## Instructions for the task
Only lines holding the word "hidden" should be copied from the material.

## Data under study
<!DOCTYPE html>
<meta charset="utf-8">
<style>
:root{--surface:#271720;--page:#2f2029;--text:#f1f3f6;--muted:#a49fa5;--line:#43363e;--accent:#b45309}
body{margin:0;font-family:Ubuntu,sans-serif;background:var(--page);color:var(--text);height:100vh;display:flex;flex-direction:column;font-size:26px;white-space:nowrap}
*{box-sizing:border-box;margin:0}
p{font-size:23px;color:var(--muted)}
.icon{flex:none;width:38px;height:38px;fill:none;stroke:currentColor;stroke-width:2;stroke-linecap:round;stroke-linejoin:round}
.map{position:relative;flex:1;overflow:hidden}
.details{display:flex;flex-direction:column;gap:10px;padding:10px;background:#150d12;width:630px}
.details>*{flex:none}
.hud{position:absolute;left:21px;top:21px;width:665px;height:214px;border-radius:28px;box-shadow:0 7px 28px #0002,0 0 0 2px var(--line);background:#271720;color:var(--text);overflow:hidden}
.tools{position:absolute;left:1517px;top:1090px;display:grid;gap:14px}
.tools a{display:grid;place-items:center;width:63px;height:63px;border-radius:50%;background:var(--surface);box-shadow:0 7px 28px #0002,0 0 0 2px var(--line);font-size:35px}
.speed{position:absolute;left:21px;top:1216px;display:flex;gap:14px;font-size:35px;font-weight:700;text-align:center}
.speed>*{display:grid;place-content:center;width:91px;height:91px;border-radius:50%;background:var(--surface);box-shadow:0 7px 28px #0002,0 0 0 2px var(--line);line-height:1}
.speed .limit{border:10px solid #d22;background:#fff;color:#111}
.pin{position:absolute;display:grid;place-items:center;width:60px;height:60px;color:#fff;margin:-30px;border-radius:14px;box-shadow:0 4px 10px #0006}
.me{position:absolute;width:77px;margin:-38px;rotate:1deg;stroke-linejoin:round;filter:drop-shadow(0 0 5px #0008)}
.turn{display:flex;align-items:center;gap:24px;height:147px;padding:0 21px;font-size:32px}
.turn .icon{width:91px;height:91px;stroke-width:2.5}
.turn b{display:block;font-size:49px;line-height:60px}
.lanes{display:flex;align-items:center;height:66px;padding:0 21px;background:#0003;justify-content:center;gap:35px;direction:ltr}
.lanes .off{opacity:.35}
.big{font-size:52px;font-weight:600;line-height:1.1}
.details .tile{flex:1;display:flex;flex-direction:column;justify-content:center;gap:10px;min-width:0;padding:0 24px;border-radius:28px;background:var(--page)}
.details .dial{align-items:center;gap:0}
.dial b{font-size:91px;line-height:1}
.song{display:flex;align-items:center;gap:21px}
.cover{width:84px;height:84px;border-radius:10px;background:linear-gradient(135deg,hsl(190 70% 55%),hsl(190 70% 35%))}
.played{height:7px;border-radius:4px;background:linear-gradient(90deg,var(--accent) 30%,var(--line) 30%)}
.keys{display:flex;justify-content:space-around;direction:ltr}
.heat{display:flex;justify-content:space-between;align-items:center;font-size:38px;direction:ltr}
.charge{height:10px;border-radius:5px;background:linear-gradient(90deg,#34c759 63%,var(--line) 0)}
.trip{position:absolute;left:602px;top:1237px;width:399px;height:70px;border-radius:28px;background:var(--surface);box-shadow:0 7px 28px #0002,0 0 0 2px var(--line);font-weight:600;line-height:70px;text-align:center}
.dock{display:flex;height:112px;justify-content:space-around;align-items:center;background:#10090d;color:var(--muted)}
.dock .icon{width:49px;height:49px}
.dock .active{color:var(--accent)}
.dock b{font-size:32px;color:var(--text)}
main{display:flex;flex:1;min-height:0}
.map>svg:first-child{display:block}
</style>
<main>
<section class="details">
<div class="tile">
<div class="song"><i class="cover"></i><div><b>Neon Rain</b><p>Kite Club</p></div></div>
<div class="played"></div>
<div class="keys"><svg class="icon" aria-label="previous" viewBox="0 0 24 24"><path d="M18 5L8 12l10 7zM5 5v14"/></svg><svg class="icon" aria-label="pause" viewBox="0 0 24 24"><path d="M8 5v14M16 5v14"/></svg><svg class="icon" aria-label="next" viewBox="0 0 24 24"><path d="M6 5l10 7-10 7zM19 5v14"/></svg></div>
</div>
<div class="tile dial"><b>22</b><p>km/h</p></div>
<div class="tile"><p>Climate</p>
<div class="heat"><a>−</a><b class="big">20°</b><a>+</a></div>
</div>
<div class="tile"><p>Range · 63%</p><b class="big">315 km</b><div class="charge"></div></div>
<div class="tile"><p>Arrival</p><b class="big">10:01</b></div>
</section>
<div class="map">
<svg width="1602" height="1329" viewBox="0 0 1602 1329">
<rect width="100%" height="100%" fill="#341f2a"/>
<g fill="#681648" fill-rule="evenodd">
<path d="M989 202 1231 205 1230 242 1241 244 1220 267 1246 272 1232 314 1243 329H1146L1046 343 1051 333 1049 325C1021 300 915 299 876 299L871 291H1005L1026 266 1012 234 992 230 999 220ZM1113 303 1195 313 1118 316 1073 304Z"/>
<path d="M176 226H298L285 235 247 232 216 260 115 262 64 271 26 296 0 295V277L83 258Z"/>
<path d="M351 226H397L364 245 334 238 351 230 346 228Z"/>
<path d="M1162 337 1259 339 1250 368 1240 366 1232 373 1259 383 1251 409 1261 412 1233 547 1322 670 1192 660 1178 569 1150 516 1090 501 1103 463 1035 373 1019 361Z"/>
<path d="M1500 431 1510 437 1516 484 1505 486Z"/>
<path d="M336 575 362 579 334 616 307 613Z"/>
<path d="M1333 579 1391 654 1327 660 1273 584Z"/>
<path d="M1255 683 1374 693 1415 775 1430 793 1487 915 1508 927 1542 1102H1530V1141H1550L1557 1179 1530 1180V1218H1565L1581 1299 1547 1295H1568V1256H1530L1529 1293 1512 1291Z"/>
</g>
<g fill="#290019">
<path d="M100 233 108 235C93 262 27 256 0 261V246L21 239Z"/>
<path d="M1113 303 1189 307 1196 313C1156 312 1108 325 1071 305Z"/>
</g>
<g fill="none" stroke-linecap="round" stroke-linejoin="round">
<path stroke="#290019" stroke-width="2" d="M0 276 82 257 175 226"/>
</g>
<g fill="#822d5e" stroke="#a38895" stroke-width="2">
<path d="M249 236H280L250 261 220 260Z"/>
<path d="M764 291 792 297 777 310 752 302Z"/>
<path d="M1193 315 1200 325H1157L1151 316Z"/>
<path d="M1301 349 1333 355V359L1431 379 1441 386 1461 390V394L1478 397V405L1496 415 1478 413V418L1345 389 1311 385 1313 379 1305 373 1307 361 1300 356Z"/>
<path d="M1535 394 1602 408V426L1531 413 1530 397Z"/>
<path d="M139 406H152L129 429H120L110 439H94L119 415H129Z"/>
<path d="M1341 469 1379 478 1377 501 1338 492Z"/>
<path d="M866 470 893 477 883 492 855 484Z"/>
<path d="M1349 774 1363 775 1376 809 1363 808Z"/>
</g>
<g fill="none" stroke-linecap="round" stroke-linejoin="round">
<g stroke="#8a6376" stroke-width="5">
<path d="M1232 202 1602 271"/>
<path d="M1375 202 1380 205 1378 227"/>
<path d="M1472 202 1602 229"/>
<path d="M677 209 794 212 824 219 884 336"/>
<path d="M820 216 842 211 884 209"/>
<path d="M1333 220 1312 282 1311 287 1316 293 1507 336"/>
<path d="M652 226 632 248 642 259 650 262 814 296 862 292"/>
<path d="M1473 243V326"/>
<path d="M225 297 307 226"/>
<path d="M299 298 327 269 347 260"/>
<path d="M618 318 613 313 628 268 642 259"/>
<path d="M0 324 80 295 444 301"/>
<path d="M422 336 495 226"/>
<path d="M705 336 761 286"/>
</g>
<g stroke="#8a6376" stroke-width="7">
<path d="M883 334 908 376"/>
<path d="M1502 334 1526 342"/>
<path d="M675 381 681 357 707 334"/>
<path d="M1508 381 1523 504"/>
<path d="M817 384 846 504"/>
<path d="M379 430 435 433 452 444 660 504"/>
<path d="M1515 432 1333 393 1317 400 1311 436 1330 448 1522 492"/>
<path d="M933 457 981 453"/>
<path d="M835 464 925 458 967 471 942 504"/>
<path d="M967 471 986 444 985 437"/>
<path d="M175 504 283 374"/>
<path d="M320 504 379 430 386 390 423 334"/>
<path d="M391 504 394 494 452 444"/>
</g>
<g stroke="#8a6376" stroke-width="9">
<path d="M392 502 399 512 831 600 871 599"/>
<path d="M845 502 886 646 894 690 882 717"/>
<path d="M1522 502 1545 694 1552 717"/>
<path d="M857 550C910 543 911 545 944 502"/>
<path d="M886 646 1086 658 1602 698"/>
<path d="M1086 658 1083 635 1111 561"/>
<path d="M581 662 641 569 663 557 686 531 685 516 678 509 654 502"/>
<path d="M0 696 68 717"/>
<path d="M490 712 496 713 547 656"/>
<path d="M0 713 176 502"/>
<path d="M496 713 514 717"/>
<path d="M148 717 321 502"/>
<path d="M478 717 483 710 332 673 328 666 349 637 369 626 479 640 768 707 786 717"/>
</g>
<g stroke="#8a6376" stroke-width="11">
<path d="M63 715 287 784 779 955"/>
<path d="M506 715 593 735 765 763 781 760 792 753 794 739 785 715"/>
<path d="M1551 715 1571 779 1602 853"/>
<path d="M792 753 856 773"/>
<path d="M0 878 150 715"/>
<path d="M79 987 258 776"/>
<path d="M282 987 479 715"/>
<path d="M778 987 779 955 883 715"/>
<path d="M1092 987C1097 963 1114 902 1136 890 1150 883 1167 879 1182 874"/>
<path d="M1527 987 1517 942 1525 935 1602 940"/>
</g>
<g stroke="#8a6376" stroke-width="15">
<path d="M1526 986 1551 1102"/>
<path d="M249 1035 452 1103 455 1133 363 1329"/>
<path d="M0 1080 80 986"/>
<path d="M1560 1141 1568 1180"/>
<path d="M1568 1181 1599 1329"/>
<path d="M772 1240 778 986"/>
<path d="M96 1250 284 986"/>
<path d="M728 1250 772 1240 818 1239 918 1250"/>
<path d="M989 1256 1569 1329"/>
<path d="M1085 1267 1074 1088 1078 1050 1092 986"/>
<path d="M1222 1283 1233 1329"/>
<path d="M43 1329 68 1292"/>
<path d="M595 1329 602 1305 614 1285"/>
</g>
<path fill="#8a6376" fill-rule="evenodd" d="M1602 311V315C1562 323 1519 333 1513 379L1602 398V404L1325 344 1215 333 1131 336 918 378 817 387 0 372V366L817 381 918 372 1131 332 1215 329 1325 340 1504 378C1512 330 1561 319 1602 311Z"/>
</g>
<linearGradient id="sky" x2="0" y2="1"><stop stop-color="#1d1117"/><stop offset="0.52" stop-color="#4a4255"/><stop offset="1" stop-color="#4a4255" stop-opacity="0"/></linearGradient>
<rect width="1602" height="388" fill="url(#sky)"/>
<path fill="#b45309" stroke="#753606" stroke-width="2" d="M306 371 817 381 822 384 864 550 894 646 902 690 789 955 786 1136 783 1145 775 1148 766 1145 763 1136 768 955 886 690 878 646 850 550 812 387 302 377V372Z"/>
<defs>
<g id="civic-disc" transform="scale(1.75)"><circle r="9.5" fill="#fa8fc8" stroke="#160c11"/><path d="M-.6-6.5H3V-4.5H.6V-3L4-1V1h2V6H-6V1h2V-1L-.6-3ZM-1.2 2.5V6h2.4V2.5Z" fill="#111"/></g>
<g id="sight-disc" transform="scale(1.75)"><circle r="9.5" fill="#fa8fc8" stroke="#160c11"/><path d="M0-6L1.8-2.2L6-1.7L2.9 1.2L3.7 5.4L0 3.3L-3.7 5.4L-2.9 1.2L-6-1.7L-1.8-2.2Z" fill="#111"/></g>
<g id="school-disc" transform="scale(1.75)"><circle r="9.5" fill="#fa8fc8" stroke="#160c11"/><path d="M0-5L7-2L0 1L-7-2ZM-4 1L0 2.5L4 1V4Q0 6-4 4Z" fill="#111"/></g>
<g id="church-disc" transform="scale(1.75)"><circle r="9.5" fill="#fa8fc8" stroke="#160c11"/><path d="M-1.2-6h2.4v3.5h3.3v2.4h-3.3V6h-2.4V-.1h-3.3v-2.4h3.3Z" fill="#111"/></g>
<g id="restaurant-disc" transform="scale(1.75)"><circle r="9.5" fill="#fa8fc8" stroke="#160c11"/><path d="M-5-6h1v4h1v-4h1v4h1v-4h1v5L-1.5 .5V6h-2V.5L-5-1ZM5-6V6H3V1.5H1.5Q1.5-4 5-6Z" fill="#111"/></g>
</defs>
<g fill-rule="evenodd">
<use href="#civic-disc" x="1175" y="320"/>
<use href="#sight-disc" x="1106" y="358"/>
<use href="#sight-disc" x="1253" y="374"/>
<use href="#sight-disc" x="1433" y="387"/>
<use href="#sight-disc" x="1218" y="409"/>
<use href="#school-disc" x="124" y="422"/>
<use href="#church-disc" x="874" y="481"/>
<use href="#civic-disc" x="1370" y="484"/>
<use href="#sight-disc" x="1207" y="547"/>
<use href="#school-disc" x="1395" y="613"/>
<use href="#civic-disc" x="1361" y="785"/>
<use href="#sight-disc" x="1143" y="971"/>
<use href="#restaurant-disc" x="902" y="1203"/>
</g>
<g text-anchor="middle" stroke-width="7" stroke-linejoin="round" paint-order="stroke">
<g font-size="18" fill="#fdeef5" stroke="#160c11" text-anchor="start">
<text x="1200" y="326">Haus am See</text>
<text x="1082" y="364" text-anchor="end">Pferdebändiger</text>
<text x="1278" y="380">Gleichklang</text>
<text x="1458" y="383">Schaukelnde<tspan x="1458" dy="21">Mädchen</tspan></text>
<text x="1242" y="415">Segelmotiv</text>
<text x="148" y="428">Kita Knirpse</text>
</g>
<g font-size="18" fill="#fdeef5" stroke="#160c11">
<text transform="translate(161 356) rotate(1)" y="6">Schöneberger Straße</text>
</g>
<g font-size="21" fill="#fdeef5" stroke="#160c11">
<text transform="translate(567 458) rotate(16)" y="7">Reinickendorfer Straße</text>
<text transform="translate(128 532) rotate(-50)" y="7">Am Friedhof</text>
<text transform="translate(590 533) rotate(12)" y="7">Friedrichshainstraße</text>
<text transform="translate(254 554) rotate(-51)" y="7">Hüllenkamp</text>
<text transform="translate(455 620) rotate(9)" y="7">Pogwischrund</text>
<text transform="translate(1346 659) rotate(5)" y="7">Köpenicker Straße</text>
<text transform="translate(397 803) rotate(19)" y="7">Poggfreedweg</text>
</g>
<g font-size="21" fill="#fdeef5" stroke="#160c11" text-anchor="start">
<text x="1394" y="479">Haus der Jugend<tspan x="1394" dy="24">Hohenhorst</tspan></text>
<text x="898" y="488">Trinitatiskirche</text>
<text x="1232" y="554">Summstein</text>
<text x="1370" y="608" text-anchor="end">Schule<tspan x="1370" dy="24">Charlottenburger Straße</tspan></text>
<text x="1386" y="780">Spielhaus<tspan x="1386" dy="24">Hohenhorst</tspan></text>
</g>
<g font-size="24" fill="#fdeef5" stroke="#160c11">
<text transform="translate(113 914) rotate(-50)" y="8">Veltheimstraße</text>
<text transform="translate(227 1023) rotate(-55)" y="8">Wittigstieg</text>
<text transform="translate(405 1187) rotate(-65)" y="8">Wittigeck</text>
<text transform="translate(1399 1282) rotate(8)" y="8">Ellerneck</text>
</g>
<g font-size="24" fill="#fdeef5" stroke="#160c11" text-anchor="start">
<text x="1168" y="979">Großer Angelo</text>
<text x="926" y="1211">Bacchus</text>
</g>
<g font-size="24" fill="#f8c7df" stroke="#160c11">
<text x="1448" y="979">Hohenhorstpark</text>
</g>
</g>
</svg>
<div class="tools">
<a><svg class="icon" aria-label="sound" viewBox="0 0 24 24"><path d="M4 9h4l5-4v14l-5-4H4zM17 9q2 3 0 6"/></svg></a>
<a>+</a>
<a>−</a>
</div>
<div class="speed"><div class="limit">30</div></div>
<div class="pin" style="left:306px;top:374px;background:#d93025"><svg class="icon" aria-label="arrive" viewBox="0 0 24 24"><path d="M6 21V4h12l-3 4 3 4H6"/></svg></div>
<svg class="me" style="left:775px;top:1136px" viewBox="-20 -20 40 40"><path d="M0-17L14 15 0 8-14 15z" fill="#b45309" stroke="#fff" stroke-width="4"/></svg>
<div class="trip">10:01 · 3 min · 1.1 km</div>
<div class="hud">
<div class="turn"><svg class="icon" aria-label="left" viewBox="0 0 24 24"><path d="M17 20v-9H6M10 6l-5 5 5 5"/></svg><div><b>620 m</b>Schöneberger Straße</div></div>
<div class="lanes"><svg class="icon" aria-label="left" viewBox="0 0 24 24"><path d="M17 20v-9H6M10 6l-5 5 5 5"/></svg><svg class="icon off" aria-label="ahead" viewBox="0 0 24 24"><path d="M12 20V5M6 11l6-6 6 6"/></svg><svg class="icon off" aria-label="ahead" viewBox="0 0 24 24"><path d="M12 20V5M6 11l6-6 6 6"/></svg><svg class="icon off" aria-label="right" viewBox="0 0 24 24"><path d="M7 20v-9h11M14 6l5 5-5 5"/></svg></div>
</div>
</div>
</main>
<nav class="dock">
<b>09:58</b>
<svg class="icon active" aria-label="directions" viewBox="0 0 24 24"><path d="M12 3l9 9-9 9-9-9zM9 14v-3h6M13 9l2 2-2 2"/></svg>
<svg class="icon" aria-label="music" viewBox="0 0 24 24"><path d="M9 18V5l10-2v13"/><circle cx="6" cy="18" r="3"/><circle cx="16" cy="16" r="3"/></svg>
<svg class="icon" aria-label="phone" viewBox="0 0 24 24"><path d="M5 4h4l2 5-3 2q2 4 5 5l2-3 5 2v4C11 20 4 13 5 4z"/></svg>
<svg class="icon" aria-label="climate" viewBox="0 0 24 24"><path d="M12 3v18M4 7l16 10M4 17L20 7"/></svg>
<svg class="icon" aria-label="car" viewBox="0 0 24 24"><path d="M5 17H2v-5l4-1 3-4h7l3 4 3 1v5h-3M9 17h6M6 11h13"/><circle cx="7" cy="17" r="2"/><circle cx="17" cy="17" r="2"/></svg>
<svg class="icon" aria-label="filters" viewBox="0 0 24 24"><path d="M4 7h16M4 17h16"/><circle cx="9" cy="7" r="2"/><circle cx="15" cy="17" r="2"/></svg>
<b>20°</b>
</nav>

## Expected output
.map{position:relative;flex:1;overflow:hidden}
.hud{position:absolute;left:21px;top:21px;width:665px;height:214px;border-radius:28px;box-shadow:0 7px 28px #0002,0 0 0 2px var(--line);background:#271720;color:var(--text);overflow:hidden}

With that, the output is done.